The most important aspect to any company is the pricing model – if they get it right people buy, if it is not correct people find alternatives. In a recent article Shane Dingman wrote about the price of the new Apple phone. The first thing to think about is as products have become more powerful and smaller they have also become cheaper. The new technological features plus the supply chain efficiencies has allowed manufacturers to cut prices consistently.
With smartphones it does not seem to be the case. According to data collected by Android Authority, smartphones prices have crept upwards, from $600 in 2012 to $750 and now Apple is testing the $1,000 mark. The new Apple phone is $300 more than the existing one and the old one breaks down to the device parts costs between $250 and $270 with the screen adding another $50. The new phone the screen is likely closer to $100.

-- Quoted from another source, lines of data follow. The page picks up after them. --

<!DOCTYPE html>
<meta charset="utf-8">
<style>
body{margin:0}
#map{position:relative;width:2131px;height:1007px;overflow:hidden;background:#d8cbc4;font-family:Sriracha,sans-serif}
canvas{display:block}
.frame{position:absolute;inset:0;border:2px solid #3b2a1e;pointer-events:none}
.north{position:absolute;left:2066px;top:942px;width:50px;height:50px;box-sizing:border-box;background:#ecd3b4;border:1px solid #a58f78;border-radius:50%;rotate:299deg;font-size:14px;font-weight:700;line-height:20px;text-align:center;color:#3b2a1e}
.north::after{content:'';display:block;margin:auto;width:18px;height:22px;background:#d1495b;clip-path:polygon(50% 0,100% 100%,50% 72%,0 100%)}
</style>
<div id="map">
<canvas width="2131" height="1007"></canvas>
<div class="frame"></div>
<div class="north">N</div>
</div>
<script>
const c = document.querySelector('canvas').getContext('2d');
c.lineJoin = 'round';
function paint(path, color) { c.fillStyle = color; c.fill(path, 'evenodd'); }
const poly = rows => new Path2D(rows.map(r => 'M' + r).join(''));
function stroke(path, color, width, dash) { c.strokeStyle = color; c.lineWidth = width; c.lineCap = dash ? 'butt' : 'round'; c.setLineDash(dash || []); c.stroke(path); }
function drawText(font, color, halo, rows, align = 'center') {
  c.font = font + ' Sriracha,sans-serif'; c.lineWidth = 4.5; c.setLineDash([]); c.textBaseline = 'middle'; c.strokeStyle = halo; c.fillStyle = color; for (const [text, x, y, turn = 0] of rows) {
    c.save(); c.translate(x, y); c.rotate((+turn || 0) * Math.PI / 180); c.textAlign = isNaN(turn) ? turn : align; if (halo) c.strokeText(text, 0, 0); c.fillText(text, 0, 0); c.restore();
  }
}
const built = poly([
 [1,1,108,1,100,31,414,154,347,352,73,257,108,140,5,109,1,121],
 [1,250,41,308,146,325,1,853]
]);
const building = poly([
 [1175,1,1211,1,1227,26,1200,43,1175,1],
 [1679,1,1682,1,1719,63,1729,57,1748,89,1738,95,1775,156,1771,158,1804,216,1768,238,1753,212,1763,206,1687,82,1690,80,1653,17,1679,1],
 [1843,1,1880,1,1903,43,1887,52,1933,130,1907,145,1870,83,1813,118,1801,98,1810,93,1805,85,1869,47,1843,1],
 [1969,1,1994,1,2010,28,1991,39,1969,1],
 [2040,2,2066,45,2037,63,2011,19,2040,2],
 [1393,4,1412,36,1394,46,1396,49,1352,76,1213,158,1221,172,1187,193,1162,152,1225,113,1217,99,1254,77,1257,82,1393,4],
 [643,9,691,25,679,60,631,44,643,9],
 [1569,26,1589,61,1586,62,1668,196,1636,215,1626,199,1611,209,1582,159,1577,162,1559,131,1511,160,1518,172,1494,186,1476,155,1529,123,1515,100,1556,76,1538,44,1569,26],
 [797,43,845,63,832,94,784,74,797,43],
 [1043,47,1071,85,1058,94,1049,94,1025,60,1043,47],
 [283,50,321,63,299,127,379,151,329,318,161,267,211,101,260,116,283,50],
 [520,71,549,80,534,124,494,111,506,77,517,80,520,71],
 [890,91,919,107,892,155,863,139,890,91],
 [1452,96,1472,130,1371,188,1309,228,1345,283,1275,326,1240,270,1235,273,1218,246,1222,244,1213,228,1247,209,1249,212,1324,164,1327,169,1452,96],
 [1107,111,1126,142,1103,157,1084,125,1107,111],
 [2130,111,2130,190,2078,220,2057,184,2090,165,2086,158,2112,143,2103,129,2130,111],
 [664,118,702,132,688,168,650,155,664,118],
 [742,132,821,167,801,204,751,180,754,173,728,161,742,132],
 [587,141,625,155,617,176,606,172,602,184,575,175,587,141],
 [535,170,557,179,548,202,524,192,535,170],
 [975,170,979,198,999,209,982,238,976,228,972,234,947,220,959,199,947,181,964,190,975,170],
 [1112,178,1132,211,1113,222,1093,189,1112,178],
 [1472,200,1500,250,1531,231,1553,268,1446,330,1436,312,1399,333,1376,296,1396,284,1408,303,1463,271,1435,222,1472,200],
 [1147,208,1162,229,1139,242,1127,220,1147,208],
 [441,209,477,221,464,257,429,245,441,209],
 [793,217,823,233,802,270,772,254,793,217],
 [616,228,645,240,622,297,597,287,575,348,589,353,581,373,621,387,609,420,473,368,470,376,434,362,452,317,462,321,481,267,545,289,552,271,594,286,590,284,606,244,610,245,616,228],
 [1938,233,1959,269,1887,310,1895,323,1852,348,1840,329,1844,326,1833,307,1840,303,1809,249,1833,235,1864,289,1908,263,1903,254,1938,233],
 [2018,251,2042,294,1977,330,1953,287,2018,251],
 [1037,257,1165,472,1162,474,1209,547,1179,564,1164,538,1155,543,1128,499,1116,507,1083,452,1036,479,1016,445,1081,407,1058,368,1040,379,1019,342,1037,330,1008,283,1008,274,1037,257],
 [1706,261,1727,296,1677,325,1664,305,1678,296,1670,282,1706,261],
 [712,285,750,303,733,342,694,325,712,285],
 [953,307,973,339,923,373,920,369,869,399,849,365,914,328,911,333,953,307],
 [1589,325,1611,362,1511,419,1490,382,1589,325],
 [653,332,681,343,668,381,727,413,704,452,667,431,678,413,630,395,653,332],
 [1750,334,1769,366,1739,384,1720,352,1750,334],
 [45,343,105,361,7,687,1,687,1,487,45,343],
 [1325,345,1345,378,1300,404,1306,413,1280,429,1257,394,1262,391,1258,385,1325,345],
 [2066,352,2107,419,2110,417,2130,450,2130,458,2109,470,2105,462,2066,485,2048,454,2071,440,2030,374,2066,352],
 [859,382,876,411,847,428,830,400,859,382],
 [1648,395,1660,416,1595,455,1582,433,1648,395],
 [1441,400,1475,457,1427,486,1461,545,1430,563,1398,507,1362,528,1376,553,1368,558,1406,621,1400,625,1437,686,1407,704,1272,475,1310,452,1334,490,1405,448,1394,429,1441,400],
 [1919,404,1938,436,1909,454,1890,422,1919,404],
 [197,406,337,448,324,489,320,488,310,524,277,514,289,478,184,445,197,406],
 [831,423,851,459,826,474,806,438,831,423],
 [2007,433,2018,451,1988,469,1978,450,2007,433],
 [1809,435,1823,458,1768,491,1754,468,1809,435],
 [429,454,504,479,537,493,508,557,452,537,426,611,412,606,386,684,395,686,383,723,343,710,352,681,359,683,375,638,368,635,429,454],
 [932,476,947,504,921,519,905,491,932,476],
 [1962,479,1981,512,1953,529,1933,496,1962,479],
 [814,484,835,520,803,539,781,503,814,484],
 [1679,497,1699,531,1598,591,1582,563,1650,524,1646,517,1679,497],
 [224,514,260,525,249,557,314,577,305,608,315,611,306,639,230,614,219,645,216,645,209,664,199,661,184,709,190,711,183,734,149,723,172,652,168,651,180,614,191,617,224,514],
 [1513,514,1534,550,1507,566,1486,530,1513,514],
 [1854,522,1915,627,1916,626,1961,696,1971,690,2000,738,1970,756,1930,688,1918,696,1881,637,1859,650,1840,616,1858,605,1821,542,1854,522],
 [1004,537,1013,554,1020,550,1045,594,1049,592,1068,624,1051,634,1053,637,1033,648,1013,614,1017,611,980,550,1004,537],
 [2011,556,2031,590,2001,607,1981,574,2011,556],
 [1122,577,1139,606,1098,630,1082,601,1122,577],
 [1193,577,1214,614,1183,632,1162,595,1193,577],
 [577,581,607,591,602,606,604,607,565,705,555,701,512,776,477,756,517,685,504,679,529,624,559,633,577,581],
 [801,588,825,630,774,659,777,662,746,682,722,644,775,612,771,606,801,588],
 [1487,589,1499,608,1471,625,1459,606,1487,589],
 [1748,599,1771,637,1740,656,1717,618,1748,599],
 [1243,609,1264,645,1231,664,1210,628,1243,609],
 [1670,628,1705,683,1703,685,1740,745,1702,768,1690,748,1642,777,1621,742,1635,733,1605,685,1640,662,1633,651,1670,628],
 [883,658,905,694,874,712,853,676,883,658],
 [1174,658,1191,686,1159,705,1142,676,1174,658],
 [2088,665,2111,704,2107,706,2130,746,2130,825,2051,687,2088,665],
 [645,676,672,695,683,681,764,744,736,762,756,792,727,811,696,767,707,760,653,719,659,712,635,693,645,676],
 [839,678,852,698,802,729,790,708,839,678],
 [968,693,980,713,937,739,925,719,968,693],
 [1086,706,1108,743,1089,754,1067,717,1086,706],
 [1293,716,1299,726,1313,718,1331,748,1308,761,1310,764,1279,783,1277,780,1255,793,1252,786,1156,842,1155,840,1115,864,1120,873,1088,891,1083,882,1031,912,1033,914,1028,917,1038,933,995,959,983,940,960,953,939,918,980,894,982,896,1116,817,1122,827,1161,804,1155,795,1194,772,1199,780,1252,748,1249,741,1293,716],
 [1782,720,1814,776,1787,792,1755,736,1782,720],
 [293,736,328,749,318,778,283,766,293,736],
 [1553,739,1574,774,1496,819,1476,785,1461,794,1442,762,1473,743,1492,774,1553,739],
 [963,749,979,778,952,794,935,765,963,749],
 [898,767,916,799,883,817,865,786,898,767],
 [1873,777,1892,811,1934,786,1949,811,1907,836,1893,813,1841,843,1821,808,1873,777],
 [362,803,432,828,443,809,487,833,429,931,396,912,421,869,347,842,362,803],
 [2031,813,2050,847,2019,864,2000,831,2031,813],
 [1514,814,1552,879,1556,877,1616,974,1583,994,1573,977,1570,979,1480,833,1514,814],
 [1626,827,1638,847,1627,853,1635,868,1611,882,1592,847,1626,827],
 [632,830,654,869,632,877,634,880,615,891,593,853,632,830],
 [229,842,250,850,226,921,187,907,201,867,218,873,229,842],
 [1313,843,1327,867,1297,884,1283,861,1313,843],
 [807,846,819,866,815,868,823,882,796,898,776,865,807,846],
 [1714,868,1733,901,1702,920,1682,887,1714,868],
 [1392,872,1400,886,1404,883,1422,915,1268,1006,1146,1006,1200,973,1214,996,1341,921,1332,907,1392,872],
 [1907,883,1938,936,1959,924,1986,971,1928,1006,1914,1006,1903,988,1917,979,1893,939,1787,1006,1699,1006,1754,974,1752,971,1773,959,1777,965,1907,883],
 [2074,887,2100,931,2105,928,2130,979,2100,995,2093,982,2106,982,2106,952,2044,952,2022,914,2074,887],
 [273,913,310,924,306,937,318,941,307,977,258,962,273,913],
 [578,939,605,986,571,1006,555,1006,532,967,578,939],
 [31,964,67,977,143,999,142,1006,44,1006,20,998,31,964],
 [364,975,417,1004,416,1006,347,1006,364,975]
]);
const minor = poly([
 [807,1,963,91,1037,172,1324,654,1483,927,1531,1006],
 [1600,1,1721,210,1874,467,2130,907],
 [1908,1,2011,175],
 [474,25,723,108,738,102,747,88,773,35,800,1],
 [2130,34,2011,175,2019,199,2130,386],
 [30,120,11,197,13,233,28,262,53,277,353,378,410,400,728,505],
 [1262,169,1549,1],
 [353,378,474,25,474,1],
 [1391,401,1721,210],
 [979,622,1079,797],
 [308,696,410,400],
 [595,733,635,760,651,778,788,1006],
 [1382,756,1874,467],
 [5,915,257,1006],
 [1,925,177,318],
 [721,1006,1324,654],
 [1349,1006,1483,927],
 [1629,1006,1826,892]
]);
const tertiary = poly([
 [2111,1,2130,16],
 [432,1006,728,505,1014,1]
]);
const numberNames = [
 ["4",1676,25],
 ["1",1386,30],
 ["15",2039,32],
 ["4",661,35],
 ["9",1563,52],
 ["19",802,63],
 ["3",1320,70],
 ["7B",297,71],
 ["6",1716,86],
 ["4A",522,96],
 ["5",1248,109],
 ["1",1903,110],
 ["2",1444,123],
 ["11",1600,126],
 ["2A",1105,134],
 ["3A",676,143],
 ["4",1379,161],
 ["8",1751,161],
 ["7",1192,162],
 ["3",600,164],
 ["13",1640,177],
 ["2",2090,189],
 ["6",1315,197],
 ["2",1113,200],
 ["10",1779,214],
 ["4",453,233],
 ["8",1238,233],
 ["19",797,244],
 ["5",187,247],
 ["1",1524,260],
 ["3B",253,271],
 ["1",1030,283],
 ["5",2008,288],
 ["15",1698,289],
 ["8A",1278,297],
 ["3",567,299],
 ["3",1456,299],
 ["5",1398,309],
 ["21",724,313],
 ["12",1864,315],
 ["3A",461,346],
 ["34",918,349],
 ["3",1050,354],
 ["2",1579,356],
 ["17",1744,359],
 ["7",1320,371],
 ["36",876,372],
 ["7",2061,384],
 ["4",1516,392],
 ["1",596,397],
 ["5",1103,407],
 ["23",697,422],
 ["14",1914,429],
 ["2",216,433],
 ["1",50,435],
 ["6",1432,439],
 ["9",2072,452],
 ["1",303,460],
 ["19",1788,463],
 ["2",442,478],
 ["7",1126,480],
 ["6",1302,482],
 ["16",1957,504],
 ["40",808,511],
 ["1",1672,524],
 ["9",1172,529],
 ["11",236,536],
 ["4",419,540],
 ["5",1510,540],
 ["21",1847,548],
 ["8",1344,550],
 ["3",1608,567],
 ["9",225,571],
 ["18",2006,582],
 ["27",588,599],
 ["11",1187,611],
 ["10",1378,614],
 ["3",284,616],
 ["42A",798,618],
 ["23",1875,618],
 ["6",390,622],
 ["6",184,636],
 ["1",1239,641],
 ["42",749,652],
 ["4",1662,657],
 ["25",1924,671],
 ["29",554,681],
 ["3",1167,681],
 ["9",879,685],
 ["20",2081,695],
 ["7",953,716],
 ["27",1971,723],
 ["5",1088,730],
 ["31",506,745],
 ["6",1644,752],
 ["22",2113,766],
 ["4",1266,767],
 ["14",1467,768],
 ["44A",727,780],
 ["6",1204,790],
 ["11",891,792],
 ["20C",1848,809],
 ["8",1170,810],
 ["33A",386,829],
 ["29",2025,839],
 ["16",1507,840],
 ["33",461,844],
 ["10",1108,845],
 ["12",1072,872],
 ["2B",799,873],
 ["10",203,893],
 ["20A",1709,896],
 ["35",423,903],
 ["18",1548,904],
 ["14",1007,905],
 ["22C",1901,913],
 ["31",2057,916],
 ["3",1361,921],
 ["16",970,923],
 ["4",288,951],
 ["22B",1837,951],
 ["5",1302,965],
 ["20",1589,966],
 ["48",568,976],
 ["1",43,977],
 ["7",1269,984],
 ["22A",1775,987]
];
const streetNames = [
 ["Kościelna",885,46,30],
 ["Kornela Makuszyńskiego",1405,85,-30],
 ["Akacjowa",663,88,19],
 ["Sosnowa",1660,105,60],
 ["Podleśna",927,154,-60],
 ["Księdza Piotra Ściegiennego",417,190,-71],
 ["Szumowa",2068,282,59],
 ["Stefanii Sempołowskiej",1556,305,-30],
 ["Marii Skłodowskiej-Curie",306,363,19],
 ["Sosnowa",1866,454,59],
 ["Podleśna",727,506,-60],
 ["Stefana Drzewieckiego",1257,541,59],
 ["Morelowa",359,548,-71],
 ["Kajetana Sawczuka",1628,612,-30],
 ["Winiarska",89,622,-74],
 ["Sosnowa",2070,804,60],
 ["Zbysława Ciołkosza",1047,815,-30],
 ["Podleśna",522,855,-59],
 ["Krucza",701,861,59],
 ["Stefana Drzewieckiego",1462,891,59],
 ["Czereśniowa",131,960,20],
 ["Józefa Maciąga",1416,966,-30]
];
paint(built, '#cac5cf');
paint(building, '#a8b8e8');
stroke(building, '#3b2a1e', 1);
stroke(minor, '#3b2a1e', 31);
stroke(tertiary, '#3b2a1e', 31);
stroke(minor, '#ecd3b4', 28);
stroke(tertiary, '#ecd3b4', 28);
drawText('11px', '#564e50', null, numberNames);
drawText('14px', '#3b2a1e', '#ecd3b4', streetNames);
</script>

Apple has traditionally kept a 33% margin in its iPhone selection and on the NAND memory it can generate as much as 80%. NAND memory stores the data on the phone, if you order more memory, the chip costs $20 but you pay about $100.
The next advantage Apple has is the psychology of pricing – the good, better and best. A variety of pricing are offered and people tend to gravitate towards the middle and spend a little more than they expected. In addition, with the large wireless firms offering a more manageable monthly payment which 75% of smartphone users are using. The psychology of pricing works best if customers see a great benefit with the highest pricing.
Linking to dividend paying stocks, for these stocks, the best customer is the repeat customer and if the company appeals to a mass market as long as there is enough then margins will be good and profits roll in. Once customers see alternatives they deliver them the value they want and need, they will begin to make changes. For now, on the companies you invest in see if the margins are holding.